(Saved entries)
■ ■ ■ ■ ■

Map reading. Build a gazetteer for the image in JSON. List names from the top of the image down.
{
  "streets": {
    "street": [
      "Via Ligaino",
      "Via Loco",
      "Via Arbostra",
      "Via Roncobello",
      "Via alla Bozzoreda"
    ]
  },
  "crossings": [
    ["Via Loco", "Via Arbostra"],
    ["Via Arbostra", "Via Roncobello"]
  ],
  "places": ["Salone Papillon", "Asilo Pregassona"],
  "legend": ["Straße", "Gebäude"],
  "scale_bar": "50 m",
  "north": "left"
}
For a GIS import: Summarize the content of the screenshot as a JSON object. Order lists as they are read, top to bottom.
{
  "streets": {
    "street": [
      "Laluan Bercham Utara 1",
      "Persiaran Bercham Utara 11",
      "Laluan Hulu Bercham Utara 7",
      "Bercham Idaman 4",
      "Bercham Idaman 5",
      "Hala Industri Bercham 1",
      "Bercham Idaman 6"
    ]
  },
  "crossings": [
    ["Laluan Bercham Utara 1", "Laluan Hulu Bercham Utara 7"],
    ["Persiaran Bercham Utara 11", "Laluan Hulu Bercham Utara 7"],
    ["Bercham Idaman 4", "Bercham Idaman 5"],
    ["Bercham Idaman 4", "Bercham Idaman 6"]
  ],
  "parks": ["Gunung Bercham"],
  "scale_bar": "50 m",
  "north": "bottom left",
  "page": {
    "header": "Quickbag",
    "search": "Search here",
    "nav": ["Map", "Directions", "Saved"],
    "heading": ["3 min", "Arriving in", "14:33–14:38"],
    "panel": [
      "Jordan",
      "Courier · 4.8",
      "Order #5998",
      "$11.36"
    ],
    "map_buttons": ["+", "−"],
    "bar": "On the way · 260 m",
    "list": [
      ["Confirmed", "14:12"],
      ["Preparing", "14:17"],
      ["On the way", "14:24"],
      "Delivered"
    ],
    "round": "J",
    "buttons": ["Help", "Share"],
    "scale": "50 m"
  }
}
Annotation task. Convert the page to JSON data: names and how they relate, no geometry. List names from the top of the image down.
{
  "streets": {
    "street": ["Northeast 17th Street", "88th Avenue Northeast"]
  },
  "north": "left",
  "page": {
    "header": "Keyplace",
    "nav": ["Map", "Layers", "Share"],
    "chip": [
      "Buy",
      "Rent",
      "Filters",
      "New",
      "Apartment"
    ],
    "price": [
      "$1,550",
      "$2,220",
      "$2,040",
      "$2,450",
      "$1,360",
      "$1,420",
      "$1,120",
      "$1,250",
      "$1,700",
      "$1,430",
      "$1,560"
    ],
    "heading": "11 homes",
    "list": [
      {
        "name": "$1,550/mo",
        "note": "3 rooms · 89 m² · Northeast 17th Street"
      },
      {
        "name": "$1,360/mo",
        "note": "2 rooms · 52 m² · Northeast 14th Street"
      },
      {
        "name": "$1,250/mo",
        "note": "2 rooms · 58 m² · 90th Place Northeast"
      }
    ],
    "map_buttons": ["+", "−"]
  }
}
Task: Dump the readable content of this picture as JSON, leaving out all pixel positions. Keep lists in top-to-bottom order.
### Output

■ ■ ■ ■ ■

**Task objective**:
Please repeat, exactly and only, the lines from the one containing "Annotation task. Convert" through the last line of the records, both included.

**Written reply**:
Annotation task. Convert the page to JSON data: names and how they relate, no geometry. List names from the top of the image down.
{
  "streets": {
    "street": ["Northeast 17th Street", "88th Avenue Northeast"]
  },
  "north": "left",
  "page": {
    "header": "Keyplace",
    "nav": ["Map", "Layers", "Share"],
    "chip": [
      "Buy",
      "Rent",
      "Filters",
      "New",
      "Apartment"
    ],
    "price": [
      "$1,550",
      "$2,220",
      "$2,040",
      "$2,450",
      "$1,360",
      "$1,420",
      "$1,120",
      "$1,250",
      "$1,700",
      "$1,430",
      "$1,560"
    ],
    "heading": "11 homes",
    "list": [
      {
        "name": "$1,550/mo",
        "note": "3 rooms · 89 m² · Northeast 17th Street"
      },
      {
        "name": "$1,360/mo",
        "note": "2 rooms · 52 m² · Northeast 14th Street"
      },
      {
        "name": "$1,250/mo",
        "note": "2 rooms · 58 m² · 90th Place Northeast"
      }
    ],
    "map_buttons": ["+", "−"]
  }
}
Task: Dump the readable content of this picture as JSON, leaving out all pixel positions. Keep lists in top-to-bottom order.
### Output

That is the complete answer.